Data shown:
-=-=-
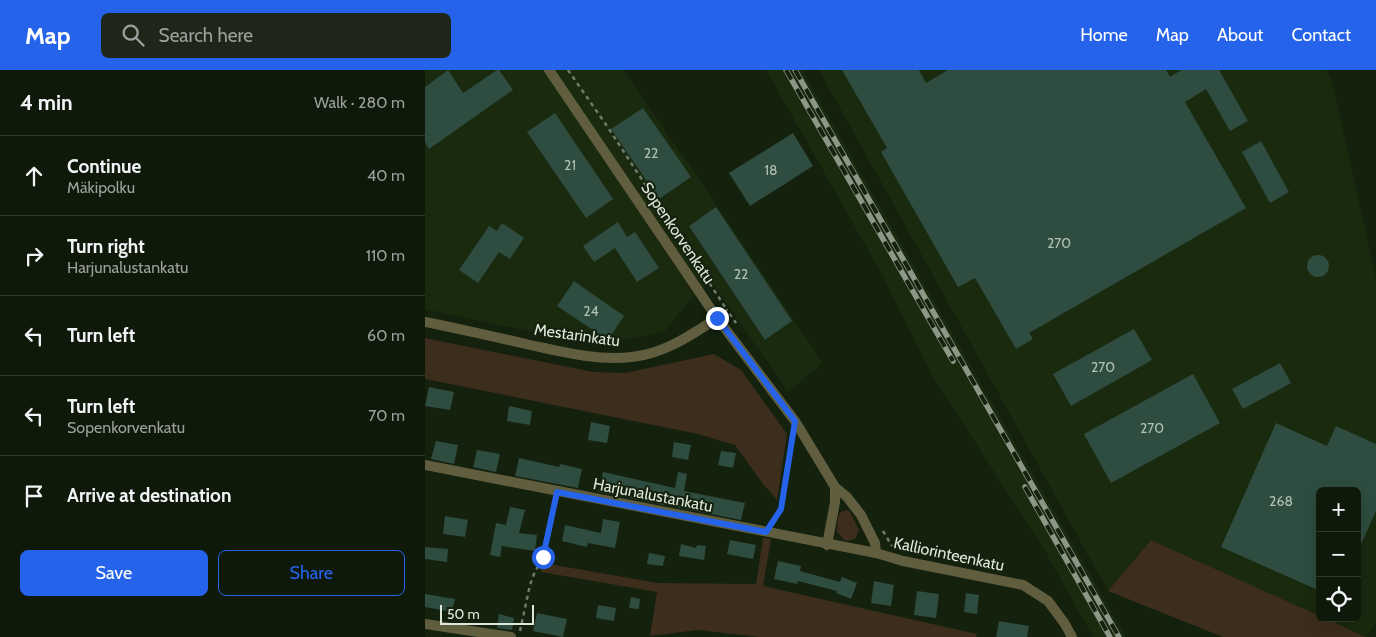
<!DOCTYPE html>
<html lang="en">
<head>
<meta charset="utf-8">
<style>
  :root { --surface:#0f190a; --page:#1d2618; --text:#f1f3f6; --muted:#9ba09c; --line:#2f382b; --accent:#2563eb }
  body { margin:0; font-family:Cabin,sans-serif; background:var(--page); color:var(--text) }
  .controls { position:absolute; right:15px; bottom:15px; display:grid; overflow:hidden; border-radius:8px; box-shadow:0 5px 20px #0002 }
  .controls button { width:45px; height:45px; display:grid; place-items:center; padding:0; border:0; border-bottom:1px solid var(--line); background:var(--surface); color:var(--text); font:25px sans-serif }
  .scale { position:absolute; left:15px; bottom:12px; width:94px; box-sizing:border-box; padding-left:5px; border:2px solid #dee7da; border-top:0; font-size:14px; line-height:18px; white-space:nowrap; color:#dee7da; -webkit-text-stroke:4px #14210d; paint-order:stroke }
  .stop { position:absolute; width:15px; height:15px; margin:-11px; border:4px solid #2563eb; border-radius:50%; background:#fff }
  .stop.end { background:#2563eb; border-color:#fff; box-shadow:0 1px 5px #0008 }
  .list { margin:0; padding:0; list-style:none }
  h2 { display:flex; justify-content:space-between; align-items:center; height:65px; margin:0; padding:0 20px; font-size:21px }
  h2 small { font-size:16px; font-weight:400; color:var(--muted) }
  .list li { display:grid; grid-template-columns:32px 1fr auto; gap:15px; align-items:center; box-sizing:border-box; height:80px; padding:0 20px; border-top:1px solid var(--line) }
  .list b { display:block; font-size:19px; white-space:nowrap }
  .list p { margin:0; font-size:16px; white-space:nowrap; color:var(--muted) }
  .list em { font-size:16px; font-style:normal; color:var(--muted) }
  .actions { display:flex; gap:10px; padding:15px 20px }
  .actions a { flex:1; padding:11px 0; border:1px solid var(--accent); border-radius:8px; text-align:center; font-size:18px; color:var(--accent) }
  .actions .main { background:var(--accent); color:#fff }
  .icon { flex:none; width:28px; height:28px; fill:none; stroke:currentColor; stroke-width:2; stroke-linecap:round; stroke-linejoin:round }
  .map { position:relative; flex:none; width:951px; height:567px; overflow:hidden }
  header { display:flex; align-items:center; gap:30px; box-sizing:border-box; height:70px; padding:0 25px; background:var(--accent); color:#fff }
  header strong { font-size:24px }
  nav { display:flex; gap:28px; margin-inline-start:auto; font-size:18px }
  .search { width:350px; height:45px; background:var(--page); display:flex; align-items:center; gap:12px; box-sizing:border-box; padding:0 18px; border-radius:8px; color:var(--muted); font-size:19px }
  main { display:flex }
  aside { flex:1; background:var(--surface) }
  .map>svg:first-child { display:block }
  .built { fill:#192a0f }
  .green { fill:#3c2d1c }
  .building { fill:#2e4c40 }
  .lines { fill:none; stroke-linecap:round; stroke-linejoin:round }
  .path { stroke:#6f7b6a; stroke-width:2.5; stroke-dasharray:4 4; stroke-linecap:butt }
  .minor { stroke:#615d3f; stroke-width:10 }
  .rail-casing { stroke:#8c9787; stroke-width:5.5 }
  .rail { stroke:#14210d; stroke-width:4; stroke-dasharray:11; stroke-linecap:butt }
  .route { stroke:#2563eb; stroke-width:6 }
  .labels { text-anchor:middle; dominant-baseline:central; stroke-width:4; stroke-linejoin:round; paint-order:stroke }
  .number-label { font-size:14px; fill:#b2c0b4 }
  .street-label { font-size:16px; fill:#dee7da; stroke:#14210d }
</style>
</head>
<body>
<header>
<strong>Map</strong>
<div class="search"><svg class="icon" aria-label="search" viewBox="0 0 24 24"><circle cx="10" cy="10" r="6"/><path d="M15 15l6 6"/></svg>Search here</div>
<nav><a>Home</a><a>Map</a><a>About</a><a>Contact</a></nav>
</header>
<main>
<aside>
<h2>4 min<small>Walk · 280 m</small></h2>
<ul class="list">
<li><svg class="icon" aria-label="ahead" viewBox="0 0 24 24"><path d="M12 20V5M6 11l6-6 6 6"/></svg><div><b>Continue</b><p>Mäkipolku</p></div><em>40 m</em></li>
<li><svg class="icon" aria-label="right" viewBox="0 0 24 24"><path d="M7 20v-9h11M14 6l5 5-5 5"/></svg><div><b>Turn right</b><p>Harjunalustankatu</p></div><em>110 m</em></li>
<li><svg class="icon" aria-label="left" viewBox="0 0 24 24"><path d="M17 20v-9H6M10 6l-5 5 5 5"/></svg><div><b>Turn left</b></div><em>60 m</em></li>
<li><svg class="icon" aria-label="left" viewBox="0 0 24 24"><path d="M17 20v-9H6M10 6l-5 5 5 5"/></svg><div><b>Turn left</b><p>Sopenkorvenkatu</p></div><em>70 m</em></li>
<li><svg class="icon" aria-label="arrive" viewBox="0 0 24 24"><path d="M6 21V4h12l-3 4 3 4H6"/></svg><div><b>Arrive at destination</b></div></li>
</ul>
<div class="actions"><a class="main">Save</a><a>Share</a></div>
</aside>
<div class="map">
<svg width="951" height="567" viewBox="0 0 951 567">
  <rect width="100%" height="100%" fill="#14210d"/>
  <g class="built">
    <path d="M0,0H198L274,109L398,293L363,322L286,211L260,236L239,262L168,275L0,239Z"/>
    <path d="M341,0H377L701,567H668L620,481L507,305L459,208Z"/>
    <path d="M394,0H901L907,11L951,208V552L943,567L900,548H932V421H895V546L726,470L683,521Z"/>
  </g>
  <g class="green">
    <path d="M0,268L168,302L200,303L289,284L316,300L362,364L352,430L338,414L310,375L273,364L0,309Z"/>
    <path d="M421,440L425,442L434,460L430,469L420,471L412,462L413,447L416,442Z"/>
    <path d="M338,468L346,469L338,516L552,564L551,567H334L273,560L225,566L232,522L116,502L118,493L233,513L331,514Z"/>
    <path d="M726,470L895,546V548H900L941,567H798L683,521Z"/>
  </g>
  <g class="building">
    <path d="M23,0L38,23L72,0H74L88,20L4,79L0,72V17Z"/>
    <path d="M417,0H494L501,13L523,0H741L745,7L756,0H794L823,51L805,61L781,19L760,32L821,138L604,263L608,269L591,279L550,208L533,217L456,82L462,78Z"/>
    <path d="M218,38L266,107L234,129L186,59Z"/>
    <path d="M130,43L188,129L161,148L102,62Z"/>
    <path d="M368,63L388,96L325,136L304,103Z"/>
    <path d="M836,71L864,122L845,133L817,82Z"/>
    <path d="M291,137L367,251L340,270L264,156Z"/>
    <path d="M193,152L202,167L210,162L234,198L212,212L190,178L169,192L158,176Z"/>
    <path d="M77,153L99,168L85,189L74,182L53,213L34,200L64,156L72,161Z"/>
    <circle cx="893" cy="196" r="11"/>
    <path d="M149,211L199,246L183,270L132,236Z"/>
    <path d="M709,259L727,290L646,336L628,304Z"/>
    <path d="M855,293L866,313L818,339L807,319Z"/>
    <path d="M768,304L795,353L686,413L659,364Z"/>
    <path d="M4,317L29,322L25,340L0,336Z"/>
    <path d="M84,336L107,341L105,355L82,351Z"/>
    <path d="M166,352L185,356L182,373L163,370Z"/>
    <path d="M851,353L902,376L911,356L951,374V441L932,483V421H895V521L796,477Z"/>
    <path d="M11,371L33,375L29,394L6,389Z"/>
    <path d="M249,372L266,375L263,390L247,387Z"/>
    <path d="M52,380L75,384L71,402L48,397Z"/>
    <path d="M296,381L311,383L308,398L293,395Z"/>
    <path d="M94,388L134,397L135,394L157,399L153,418L90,406Z"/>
    <path d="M178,402L250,418L253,402L262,404L259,421L320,433L316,450L173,422Z"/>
    <path d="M85,437L100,440L94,463L112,465L110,481L77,476L75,487L65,485L71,453L81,455Z"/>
    <path d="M20,446L43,450L40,467L18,464Z"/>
    <path d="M178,449L195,452L190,478L163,473L162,477L137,471L140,455L176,463Z"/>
    <path d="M305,470L331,475L328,489L302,484Z"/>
    <path d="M256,474L271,478L272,475L281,476L279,490L254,486Z"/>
    <path d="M0,477L23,479L22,492L0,489Z"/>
    <path d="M224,483L240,486L238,496L222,494Z"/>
    <path d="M353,491L376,496L375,501L415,512L417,507L432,513L426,529L411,523L412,521L373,511L372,514L349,509Z"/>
    <path d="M449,511L469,515L466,536L446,533Z"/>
    <path d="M492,521L514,524L511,548L489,545Z"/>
    <path d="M541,523L554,525L552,544L539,542Z"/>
    <path d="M0,524L30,529L27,542L0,537Z"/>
    <path d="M206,527L215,529L214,539L204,538Z"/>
    <path d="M173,535L191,538L189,551L171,548Z"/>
    <path d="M112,543L142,549L138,567L108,561Z"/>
    <path d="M74,544L89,548L87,560L72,558Z"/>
    <path d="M574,551L604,556L602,567H571Z"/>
  </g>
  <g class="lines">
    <g class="path">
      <path d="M143,0L182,56L302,240"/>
      <path d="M299,242L302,240L311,253"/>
      <path d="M347,452L356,439L367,369"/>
      <path d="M458,461L467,476"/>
      <path d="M95,561L105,515L109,504L118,487L130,432"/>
    </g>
    <g class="minor">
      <path d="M124,0L292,248L370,351L410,417L422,427L436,445L450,473L451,483"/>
      <path d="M0,252C35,259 70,267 105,275C137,282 173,291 207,287C238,284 267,265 292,248"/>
      <path d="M0,395L451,483L478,491L598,515L623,531L640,554L647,567"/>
      <path d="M402,475L410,432V417"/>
      <path d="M0,554L86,567"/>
    </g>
    <g class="rail-casing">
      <g id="rail">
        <path d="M361,0L528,291"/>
        <path d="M370,0L694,567"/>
        <path d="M600,417L685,567"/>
      </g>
    </g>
    <use href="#rail" class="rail"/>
  </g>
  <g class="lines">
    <path class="route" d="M118,487L132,422L341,462L356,439L370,351L292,248"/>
  </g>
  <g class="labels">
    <g class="number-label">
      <text x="226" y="83">22</text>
      <text x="145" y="95">21</text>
      <text x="346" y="100">18</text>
      <text x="634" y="173">270</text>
      <text x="316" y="204">22</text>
      <text x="166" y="241">24</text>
      <text x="678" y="297">270</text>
      <text x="727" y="358">270</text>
      <text x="856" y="431">268</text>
    </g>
    <g class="street-label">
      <text transform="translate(253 163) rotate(56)">Sopenkorvenkatu</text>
      <text transform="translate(152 265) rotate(8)">Mestarinkatu</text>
      <text transform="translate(228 425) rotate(11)">Harjunalustankatu</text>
      <text transform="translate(524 484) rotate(12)">Kalliorinteenkatu</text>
    </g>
  </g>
</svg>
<div class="controls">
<button>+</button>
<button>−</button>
<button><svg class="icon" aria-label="locate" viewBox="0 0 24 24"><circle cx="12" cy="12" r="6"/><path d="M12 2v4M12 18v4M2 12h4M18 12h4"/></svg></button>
</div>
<div class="scale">50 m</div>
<div class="stop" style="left:118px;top:487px"></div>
<div class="stop end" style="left:292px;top:248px"></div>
</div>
</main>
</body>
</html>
-=-=-
Directions:
Give back exactly the lines from the one that contains "<button>−</button>" to the end of the data above, both of those lines included.

Solved problem:
<button>−</button>
<button><svg class="icon" aria-label="locate" viewBox="0 0 24 24"><circle cx="12" cy="12" r="6"/><path d="M12 2v4M12 18v4M2 12h4M18 12h4"/></svg></button>
</div>
<div class="scale">50 m</div>
<div class="stop" style="left:118px;top:487px"></div>
<div class="stop end" style="left:292px;top:248px"></div>
</div>
</main>
</body>
</html>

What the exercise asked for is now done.